Une guerre des gangs se déclenche, alors, sous fonds de retrait du Clan Lo Russo, avec l'utilisation de voitures piégées et de bazookas. Maria décide de riposter en mobilisant ses subordonnés à l'assassinat de quatre criminels de son clan[21].

Une confrontation meurtrière s'ensuit faisant près de 120 morts à Naples et dans ses environs. Les autorités prennent alors au sérieux la dangerosité de Maria Licciardi[22].

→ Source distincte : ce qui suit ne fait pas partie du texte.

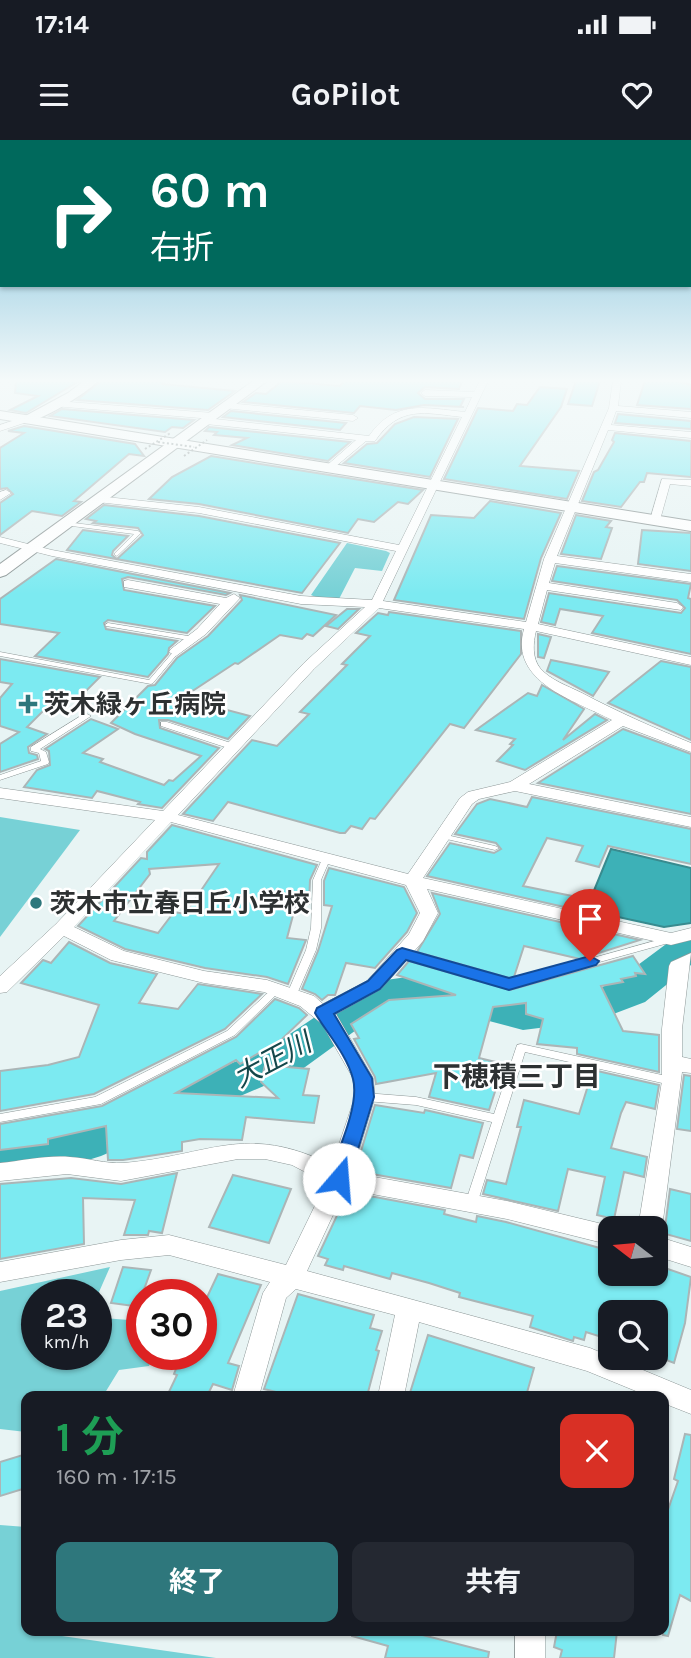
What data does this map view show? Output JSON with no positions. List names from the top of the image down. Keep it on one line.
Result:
{"districts":["下穂積三丁目"],"water":["大正川"],"places":{"health":["茨木緑ヶ丘病院"],"other":["茨木市立春日丘小学校"]},"north":"left","page":{"status":"17:14","header":"GoPilot","turn":["60 m","右折"],"speed":"23 km/h","limit":"30","heading":["1 分","160 m · 17:15"],"buttons":["終了","共有"]}}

Ainsi, le parquet italien l'inscrit sur la liste des personnes les plus recherchées. Mais, elle se cache avec l'aide de son clan, s'échappant à la police pendant deux ans sans quitter Masserana Cardone. Elle y exerce son autorité de cheffe incontestée du clan Licciardi, ordonnant systématiquement l'élimination des membres des clans rivaux. Elle ouvre aussi un front contre le clan Giuliano de Forcella, gouverné par une femme, Erminia Giuliano[23].

Le procureur général, Luigi Bobbio, amorce le démantèlement de son clan quand, en janvier 2000, elle fait exploser une bombe près du bâtiment de ses bureaux. Bobbio poursuit, néanmoins, ses investigations contre la Camorra sous protection policière, ce qui aboutit à l'arrestation de plus de 70 membres du clan. Ils refusent toute collaboration avec la justice en acceptant de purger la totalité de leur peine de prison[21].

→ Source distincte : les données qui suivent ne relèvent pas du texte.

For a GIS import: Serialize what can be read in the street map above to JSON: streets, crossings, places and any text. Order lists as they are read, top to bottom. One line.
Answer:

La police tente plusieurs fois en vain d'appréhender Maria Liciardi. En avril 2000, les carabiniers arrêtent, dans une ferme rurale, 13 chefs de la Camorra participants à une réunion sur le blanchiment des fonds du clan dans une chaîne de magasins de meubles et de vêtements pour enfants. Cependant, les agents de la police ne la retrouvent pas à cette réunion[18].

Le , la police déclenche une vaste opération terreste et aérienne autour du quartier Secondigliano pour la capturer. Suite à des renseignements, ils entrent par effraction dans un bâtiment délabré notoirement utilisé comme cachette sans la retrouver. Elle découvre plutôt un grenier surveillé par des caméras, avec un piano à queue et une baignoire d'hydromassage[24].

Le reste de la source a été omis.